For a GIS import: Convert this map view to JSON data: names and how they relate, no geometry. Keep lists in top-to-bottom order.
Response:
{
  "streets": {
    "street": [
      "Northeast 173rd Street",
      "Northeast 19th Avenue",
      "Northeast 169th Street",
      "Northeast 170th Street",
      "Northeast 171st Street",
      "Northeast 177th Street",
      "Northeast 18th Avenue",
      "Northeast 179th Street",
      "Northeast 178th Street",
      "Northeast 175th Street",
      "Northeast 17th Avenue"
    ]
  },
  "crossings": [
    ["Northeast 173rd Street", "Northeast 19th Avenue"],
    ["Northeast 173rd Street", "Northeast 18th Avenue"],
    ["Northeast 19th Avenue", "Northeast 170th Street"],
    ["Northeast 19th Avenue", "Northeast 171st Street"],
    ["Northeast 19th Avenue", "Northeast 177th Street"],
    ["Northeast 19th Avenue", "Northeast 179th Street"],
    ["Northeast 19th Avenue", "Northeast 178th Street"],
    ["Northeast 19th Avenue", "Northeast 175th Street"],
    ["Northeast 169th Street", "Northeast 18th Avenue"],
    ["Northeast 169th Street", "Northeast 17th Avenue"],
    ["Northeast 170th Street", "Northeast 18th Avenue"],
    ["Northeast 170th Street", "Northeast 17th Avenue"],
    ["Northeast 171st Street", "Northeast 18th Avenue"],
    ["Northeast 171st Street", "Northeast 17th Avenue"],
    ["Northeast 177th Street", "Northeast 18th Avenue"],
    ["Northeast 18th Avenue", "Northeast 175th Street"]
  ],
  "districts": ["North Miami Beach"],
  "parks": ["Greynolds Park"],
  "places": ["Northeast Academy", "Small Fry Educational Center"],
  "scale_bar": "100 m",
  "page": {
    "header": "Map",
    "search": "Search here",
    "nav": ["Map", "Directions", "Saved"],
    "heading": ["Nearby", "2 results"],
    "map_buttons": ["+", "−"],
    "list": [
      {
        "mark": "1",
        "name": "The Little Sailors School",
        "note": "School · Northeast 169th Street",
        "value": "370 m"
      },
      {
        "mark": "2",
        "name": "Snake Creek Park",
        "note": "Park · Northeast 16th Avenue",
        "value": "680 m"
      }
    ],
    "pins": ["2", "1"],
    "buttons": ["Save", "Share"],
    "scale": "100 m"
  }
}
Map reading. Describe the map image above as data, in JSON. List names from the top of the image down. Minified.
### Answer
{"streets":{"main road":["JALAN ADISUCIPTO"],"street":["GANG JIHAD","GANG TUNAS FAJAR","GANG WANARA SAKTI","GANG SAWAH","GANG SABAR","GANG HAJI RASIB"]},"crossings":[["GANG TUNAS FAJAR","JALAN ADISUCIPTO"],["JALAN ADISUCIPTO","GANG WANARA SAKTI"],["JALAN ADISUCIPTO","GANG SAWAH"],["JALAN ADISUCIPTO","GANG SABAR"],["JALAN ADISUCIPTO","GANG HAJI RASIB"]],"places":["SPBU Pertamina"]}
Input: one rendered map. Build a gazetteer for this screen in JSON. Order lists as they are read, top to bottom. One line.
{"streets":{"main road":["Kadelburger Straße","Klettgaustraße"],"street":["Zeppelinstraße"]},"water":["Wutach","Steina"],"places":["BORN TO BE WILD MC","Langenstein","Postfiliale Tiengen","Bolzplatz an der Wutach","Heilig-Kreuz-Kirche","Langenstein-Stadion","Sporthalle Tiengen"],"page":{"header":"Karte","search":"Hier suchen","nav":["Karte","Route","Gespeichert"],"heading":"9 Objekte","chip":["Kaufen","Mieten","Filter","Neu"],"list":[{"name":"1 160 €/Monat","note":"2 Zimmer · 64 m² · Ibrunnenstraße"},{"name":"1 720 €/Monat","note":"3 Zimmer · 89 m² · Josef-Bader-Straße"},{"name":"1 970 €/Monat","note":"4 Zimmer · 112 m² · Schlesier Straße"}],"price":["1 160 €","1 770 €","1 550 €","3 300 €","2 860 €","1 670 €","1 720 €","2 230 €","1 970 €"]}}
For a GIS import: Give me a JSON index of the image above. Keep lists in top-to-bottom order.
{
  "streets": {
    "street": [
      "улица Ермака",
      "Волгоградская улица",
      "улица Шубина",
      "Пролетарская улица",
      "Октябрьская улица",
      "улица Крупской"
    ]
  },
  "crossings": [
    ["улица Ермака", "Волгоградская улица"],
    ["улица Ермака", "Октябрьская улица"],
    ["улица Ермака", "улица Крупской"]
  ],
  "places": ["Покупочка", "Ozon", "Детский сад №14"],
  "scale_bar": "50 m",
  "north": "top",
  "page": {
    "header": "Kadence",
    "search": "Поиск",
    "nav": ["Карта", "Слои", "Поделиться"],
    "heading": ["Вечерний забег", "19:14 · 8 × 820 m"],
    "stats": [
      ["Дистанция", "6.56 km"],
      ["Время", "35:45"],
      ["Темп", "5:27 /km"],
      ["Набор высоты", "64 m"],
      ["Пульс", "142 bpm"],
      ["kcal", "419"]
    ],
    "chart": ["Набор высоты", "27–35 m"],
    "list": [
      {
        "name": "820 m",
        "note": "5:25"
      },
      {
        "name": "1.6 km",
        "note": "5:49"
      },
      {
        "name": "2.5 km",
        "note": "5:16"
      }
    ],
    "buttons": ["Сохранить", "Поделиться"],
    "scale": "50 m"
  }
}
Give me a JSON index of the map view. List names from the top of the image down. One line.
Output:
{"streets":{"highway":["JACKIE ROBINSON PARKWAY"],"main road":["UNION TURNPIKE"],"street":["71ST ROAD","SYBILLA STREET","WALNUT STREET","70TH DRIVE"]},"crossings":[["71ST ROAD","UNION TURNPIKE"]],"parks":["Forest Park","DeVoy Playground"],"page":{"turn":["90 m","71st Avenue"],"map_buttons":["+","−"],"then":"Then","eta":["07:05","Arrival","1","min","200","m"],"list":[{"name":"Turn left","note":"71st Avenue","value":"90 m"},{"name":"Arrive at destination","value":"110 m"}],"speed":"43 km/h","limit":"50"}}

━━━━━━━━

Your answer should be only a number: how many lines in the records hold the word "index".

2